The grip of the super PAC on the Republican primary season has been well-documented. They are wrecking balls operating outside the candidates’ direct control, fueled by massive influxes of cash from a handful of wealthy patrons. The millions spent by the pro-Santorum Red, White and Blue Fund and the pro-Gingrich super PAC, Winning Our Future, have prolonged their respective candidates’ rivalry with the front-runner, Mitt Romney, whose own Restore Our Future has bludgeoned the competition from Iowa to Florida to Michigan. And that’s just the start. In the general election, super PACs will evolve into full-blown shadow campaigns. This transition is already underway, with the super PACs supporting Republican candidates beginning to take on voter persuasion operations — like sending direct mail and making phone calls — that have traditionally been reserved for a campaign operation or party committee.

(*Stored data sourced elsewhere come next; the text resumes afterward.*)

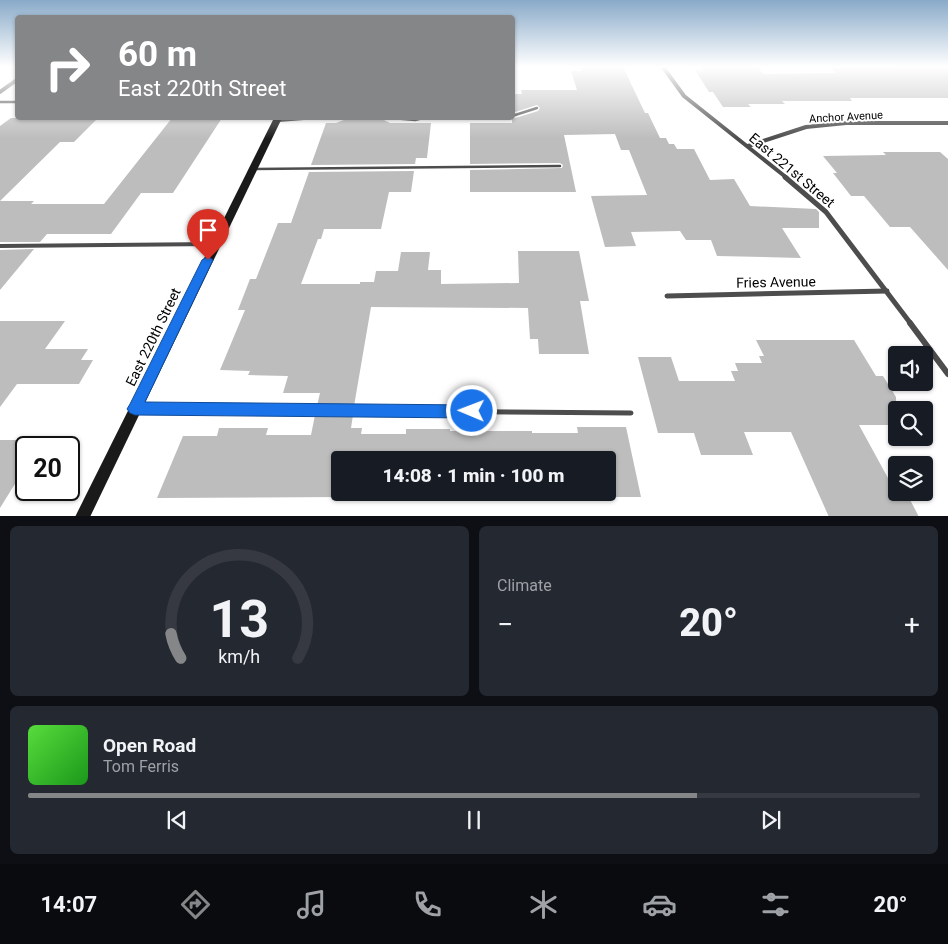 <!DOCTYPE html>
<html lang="en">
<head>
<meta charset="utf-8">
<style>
	:root { --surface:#171b24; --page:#242831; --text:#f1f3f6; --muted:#9ea1a6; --line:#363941; --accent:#858687 }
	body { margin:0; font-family:Roboto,sans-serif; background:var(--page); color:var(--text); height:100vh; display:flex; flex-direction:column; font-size:19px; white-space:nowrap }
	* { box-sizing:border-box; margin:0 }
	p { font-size:16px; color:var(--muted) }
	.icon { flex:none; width:28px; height:28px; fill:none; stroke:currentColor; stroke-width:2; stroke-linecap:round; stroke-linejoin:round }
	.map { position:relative; height:516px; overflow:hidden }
	.details { display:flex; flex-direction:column; gap:10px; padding:10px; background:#0d0f14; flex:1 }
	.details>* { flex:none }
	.top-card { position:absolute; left:15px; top:15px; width:500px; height:105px; border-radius:5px; box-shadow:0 1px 4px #0004; background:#858687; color:#fff; overflow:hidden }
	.controls { position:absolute; left:888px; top:346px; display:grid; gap:10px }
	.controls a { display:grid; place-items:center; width:45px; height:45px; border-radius:5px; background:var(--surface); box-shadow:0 1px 4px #0004; font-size:25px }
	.speed { position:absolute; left:15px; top:436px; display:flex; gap:10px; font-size:25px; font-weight:700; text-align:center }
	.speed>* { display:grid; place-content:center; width:65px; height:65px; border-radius:50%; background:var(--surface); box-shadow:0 1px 4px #0004; line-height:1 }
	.speed .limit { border:2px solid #111; border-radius:8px; background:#fff; color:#111 }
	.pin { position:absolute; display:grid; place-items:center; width:42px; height:42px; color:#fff; margin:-51px -21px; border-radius:50% 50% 50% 0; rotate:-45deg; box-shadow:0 0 5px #0007 }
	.pin .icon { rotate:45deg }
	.me { position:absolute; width:55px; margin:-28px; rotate:271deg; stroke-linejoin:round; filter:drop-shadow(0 0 4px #0008) }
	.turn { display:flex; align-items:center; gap:18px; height:105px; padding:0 20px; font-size:22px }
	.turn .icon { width:65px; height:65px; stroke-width:2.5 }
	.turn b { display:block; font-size:35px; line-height:42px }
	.big { font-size:38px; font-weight:800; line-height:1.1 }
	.details .card { flex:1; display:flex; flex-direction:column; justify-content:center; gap:8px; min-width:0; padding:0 18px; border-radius:8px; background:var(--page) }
	.details .dial { align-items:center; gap:0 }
	.dial svg { height:130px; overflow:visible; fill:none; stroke:var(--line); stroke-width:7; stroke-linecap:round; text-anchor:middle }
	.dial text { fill:var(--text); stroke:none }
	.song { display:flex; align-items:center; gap:15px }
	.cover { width:60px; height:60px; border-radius:8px; background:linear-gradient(135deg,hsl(110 70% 55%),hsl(120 70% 35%)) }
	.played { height:5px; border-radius:2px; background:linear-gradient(90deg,var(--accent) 75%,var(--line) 75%) }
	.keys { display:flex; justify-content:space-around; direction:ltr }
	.heat { display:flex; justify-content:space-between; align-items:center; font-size:28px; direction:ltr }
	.details .tiles { flex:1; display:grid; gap:10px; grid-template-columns:1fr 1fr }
	.card:last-child { grid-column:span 2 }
	.trip { position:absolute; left:331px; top:451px; width:285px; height:50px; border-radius:5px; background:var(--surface); box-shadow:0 1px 4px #0004; font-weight:800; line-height:50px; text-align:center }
	.tab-bar { display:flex; height:80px; justify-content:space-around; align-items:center; background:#090b0e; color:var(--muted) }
	.tab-bar .icon { width:35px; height:35px }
	.tab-bar .selected { color:var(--accent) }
	.tab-bar b { font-size:22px; color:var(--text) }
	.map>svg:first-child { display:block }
	.building { fill:#bdbdbd; fill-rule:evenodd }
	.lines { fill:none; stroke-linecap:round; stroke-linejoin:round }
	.lane-far2 { stroke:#4d4d4d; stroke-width:2.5 }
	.lane-far1 { stroke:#4d4d4d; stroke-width:4 }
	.lane { stroke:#4d4d4d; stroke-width:5 }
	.street-far2 { stroke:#4d4d4d; stroke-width:4 }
	.street-far1 { stroke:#4d4d4d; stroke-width:5 }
	.street { stroke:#4d4d4d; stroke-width:6 }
	.secondary { fill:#1a1a1a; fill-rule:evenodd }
	.route { fill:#1a73e8; stroke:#114b97 }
	.labels { text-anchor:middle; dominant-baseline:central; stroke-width:4; stroke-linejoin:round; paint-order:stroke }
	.far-street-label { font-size:11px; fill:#000; stroke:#fff }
	.street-label { font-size:14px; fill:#000; stroke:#fff }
</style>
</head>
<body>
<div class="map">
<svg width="948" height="517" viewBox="0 0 948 517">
	<rect width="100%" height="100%" fill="#fff"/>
	<g class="building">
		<path d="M581 67H623L645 113H648L660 138H666L669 144H674L677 149H694L710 180 734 179 750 206 816 209 819 212V228H782L801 258 717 256 711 240H686L680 231 631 232 636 246 605 247 591 196 647 195 629 150H621L615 134 564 135 576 192H470V170L562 168 563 165 560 163 470 164V123H512V119L538 111 540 108 537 105 512 113V94H522L521 90H577L571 71H582Z"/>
		<path d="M701 67H758L763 74 836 73 831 68 948 67V98H850L852 101H782L785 104H748L751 107H723L713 92H709L695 70H703Z"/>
		<path d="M11 118H98L74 142H60L0 201H34L31 204H104L172 118H222L173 193H141L111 234H47L40 242H0V126Z"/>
		<path d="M349 118H380L390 123H431L427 158H416L415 164 311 165 326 123H336Z"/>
		<path d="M883 152H940L948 159V270L910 227H890L864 196H851L833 173H837L823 156 886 155Z"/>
		<path d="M414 171 411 192H389L381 229H324L321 239H318L301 284H360V282H374L376 271H398L401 252H430L428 270H441V284L519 283 518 251H579L589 301H580L589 354H539L538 339H530L528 308 371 307 354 406H317L320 393H283L288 376 248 375 250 371 220 370 245 310H238L250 279H256L278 223H291L309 172Z"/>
		<path d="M34 249 0 290V250Z"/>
		<path d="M0 321H65L45 349H88L81 360H93L79 384H17L0 407Z"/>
		<path d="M756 340H854L876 376H883L896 397V425H859L888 478H896V492H906L919 517H829L791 432H744L753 455H701L694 433H658L638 357H671L679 381H735L731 371H738L735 363H762L759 356H764Z"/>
		<path d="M315 415H353L351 428H362L361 434H406V429H450V431H532V433H578L577 427H626L641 497H550L549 495H343V497L157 498 183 436H217L219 428H268L266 435H311ZM340 460H608V492H340Z"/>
		<path d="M0 440H26V466L0 508Z"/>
	</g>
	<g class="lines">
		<g class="lane-far2">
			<path d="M0 102H18"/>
			<path d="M512 116 537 108"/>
			<path d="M392 118 415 120 423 118"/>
			<path d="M492 118H506"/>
			<path d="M276 121 313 118"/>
			<path d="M255 169 560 166"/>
		</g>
		<path class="lane-far1" d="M0 246 215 244"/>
		<path class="lane" d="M137 409 631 413"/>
		<g class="street-far2">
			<path d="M663 67 684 96 787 178"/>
			<path d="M0 92 18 79"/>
			<path d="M748 146 806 127 846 123H948"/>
		</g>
		<g class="street-far1">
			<path d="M785 177 826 212 911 324"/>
			<path d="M667 296 887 291"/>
		</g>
		<path class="street" d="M910 323 948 374"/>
		<path class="secondary" d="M274 118H282L90 517H75Z"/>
	</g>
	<linearGradient id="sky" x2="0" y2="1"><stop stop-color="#89aac9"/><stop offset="0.48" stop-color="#fff"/><stop offset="1" stop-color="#fff" stop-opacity="0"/></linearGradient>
	<rect width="948" height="139" fill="url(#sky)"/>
	<path class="route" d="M208 256 213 260 145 402 472 405 477 407 480 411 477 416 472 418 135 415 130 413 127 409 130 404 202 260Z"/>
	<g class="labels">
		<g class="far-street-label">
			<text transform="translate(846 117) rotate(-3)">Anchor Avenue</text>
		</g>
		<g class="street-label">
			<text transform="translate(792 170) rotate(40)">East 221st Street</text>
			<text transform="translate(776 282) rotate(-1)">Fries Avenue</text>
			<text transform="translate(153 337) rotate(-64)">East 220th Street</text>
		</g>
	</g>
</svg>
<div class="controls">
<a><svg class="icon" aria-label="sound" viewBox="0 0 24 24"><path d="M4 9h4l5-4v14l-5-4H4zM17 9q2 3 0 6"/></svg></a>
<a><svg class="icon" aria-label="search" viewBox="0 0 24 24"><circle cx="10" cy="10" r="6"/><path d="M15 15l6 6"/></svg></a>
<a><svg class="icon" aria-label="layers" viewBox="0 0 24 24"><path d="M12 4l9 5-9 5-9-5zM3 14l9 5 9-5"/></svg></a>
</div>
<div class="speed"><div class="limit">20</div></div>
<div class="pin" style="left:208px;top:260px;background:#d93025"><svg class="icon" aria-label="arrive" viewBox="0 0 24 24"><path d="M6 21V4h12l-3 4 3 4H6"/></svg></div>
<svg class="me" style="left:472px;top:411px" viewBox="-20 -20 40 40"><circle r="17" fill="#1a73e8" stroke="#fff" stroke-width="3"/><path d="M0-11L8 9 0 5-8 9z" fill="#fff"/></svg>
<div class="trip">14:08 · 1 min · 100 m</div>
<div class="top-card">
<div class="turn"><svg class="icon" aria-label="right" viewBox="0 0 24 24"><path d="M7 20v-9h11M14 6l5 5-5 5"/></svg><div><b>60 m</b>East 220th Street</div></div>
</div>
</div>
<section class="details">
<div class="tiles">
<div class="card dial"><svg viewBox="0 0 100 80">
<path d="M14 69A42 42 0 1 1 86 69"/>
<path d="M14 69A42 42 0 0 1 8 54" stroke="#858687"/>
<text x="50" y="56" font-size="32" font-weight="700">13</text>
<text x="50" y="72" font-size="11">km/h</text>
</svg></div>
<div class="card"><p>Climate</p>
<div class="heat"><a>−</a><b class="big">20°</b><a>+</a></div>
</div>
<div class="card">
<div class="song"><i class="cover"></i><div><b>Open Road</b><p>Tom Ferris</p></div></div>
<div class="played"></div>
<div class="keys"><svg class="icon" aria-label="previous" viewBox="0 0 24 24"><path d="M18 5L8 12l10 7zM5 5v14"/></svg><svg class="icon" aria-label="pause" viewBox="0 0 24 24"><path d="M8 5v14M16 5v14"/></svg><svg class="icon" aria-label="next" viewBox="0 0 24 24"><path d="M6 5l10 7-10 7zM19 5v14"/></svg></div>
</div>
</div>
</section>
<nav class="tab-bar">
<b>14:07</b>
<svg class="icon selected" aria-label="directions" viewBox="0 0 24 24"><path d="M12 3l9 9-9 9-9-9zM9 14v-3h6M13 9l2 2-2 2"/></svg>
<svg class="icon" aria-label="music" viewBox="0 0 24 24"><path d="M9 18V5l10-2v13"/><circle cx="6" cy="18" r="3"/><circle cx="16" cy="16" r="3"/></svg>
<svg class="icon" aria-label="phone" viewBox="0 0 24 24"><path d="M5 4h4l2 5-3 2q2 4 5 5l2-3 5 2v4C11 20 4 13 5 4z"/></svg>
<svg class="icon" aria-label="climate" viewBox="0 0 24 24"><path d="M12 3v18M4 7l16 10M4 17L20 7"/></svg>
<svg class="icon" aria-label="car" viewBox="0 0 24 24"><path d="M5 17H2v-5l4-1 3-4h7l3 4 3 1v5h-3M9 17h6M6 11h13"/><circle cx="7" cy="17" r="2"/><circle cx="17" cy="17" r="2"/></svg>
<svg class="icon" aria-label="filters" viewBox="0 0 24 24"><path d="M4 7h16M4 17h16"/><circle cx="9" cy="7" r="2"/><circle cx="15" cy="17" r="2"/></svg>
<b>20°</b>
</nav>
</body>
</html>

The phenomenon won’t be isolated on the right. President Obama recently embraced the outside groups that he had rejected, saying that he would not unilaterally disarm. The president has dispatched one of his most trusted aides to run Priorities USA, the White House’s super PAC of choice. There is one pointed difference in the behavior we can expect from the two sides in the general election. Whereas liberal groups have generally been interested in increasing voter turnout, conservatives have tended to want to suppress it.
In the general election, right wing groups may try to use super PACs to affect the vote in this fall’s election. And if we fail to recognize super PACs’ enormous potential to suppress voting before it happens — and don’t regulate them appropriately — millions of Americans could be disenfranchised on Nov. 6, 2012.